## Exercise
Leave out the pictures, then output the lines of the records below from the first through the one containing "position:relative; width:583px; height:1076px;".

## Available records
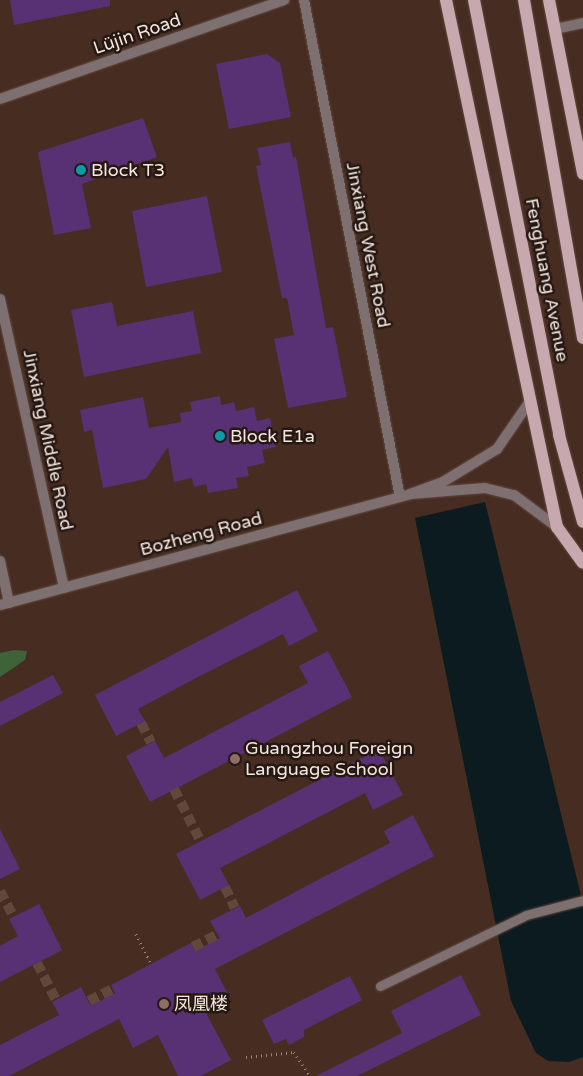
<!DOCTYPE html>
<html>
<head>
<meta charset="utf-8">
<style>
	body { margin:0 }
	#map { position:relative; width:583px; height:1076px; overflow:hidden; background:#462c21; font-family:"Varela Round","Noto Sans SC",sans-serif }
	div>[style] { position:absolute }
	.green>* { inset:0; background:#3f6338 }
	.water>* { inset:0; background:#0c1b20 }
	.building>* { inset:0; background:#583174 }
	.pedestrian-tunnel>* { height:10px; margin-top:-5px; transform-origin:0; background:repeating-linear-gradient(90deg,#60483d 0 10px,transparent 0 15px) }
	.path>* { height:2.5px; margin-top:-1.25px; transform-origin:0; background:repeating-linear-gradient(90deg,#99847a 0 1px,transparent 0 5px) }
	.roads { filter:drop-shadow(0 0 1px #624a3f) drop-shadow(0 0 1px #624a3f) }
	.service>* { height:9px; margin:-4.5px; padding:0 4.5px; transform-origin:4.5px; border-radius:4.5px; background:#7e6f71 }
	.minor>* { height:10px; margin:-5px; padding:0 5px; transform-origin:5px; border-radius:5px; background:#7e6f71 }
	.tertiary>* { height:10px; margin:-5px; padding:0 5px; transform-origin:5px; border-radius:5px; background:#7e6f71 }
	.primary>* { height:12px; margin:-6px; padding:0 6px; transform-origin:6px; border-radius:6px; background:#c7a8ae }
	.dots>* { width:14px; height:14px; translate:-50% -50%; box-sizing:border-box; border:2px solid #241813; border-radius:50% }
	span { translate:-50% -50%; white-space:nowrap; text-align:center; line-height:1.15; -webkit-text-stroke:5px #241813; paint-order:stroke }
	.street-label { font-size:18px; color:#f6e5dd }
	.poi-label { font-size:18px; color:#f6e5dd }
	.left { translate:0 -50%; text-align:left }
</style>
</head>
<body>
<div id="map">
	<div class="green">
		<div style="clip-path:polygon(14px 650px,27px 651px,25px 660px,0 677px,0 653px)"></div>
	</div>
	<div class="water">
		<div style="clip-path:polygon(485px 502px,583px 904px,583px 1057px,569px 1062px,548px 1061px,536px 1053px,511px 1001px,415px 518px)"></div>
	</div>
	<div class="building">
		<div style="clip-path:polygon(10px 0,110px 0,110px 6px,14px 25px)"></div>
		<div style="clip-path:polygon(267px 54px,280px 63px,291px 117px,229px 129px,216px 64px)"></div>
		<div style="clip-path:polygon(143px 118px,157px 157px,82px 184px,91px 228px,54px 235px,38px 152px)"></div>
		<div style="clip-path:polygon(290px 142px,293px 158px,296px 157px,326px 328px,333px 327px,347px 397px,288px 408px,274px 339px,294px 335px,287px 298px,282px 298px,256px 166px,261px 165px,257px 148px)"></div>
		<div style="clip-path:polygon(207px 196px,222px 272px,146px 287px,132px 211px)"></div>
		<div style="clip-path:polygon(112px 302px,117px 326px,193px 311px,201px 353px,84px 377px,71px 310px)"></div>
		<div style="clip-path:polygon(220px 396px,221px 405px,234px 402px,236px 411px,254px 407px,257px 421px,270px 418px,276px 447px,262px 450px,265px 463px,247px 467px,249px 476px,236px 478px,238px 488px,208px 493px,206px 484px,194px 487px,192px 478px,174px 482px,168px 447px,146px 479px,103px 488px,92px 430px,84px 432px,80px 410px,143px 397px,149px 428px,181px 422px,180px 413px,192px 411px,190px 402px)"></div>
		<div style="clip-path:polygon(297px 590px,318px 631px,289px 646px,283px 634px,194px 679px,138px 709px,145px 721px,116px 736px,95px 695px)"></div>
		<div style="clip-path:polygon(328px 651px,352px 697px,150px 802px,126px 756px,155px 741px,164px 758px,308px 683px,299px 666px)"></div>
		<div style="clip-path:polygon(53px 675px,63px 693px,0 726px,0 702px)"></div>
		<div style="clip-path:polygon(379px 749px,403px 795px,373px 810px,365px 793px,220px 868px,229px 885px,200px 900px,176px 854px)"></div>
		<div style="clip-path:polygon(413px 815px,434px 856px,215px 969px,230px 998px,205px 1011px,231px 1060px,201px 1076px,178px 1076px,158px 1035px,133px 1048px,119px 1019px,9px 1076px,0 1076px,0 1045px,59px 1015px,52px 1002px,81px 987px,91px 1006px,115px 993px,111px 985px,191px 943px,195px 951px,220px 938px,210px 921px,240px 906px,246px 918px,314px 882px,390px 843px,384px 831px)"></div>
		<div style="clip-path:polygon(0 829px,20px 869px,0 879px)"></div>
		<div style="clip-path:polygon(39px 904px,62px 950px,0 982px,0 946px,18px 936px,9px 919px)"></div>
		<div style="clip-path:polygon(461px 975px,481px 1015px,357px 1076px,316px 1076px,402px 1033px,391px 1011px)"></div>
		<div style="clip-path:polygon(350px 976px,362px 1000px,304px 1030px,304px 1037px,289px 1045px,286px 1039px,274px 1044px,262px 1020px)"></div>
	</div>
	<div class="pedestrian-tunnel">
		<div style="left:141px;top:723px;width:22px;rotate:63deg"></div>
		<div style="left:174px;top:789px;width:59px;rotate:63deg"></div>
		<div style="left:225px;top:887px;width:23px;rotate:65deg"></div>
		<div style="left:0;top:891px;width:30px;rotate:62deg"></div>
		<div style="left:193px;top:947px;width:28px;rotate:-27deg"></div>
		<div style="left:37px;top:963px;width:42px;rotate:62.8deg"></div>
		<div style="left:89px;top:1001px;width:27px;rotate:-27deg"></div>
	</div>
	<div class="path">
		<div style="left:136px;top:934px;width:34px;rotate:63deg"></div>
		<div style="left:246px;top:1057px;width:48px;rotate:-5.9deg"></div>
		<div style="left:294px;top:1052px;width:29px;rotate:56deg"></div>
	</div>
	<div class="roads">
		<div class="service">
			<div style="left:380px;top:986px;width:162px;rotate:-25.9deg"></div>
			<div style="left:526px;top:915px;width:59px;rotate:-14.7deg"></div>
		</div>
		<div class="minor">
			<div style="left:304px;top:0;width:506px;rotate:79.07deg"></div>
			<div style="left:555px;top:29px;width:29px;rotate:-12deg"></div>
			<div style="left:0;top:99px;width:301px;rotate:-19.2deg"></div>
			<div style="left:0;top:299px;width:296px;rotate:77.5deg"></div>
			<div style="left:0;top:561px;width:43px;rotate:77.9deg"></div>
		</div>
		<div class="tertiary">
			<div style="left:530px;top:401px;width:58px;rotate:124.5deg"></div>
			<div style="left:497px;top:449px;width:63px;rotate:148.6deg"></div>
			<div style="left:443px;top:482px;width:35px;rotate:160deg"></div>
			<div style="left:410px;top:494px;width:75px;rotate:-4.6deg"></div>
			<div style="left:485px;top:488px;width:30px;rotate:14deg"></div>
			<div style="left:514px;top:495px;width:54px;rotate:36.7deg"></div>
			<div style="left:0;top:605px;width:425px;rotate:-15.1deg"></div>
		</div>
		<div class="primary">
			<div style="left:446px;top:0;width:539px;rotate:78.11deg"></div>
			<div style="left:557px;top:527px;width:44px;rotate:54.2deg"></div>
			<div style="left:474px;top:0;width:443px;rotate:78.9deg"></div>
			<div style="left:559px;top:435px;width:90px;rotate:74.6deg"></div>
			<div style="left:524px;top:0;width:343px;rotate:80.1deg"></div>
			<div style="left:549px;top:0;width:177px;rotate:78.9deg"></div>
		</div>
	</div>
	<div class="dots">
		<div style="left:81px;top:170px;background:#0f9aa8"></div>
		<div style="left:220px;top:436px;background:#0f9aa8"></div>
		<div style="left:235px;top:759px;background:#8d6e63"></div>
		<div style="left:164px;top:1004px;background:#8d6e63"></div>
	</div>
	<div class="street-label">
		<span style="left:137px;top:34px;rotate:-19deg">Lüjin Road</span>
		<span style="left:368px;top:245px;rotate:79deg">Jinxiang West Road</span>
		<span style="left:547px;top:280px;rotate:79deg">Fenghuang Avenue</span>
		<span style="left:48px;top:440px;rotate:78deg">Jinxiang Middle Road</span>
		<span style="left:201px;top:534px;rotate:-15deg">Bozheng Road</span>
	</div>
	<div class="poi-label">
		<span class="left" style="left:91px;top:170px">Block T3</span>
		<span class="left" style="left:230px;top:436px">Block E1a</span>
		<span class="left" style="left:245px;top:759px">Guangzhou Foreign<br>Language School</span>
		<span class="left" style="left:174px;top:1004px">凤凰楼</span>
	</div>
</div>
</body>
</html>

## Answer to the exercise
<!DOCTYPE html>
<html>
<head>
<meta charset="utf-8">
<style>
	body { margin:0 }
	#map { position:relative; width:583px; height:1076px; overflow:hidden; background:#462c21; font-family:"Varela Round","Noto Sans SC",sans-serif }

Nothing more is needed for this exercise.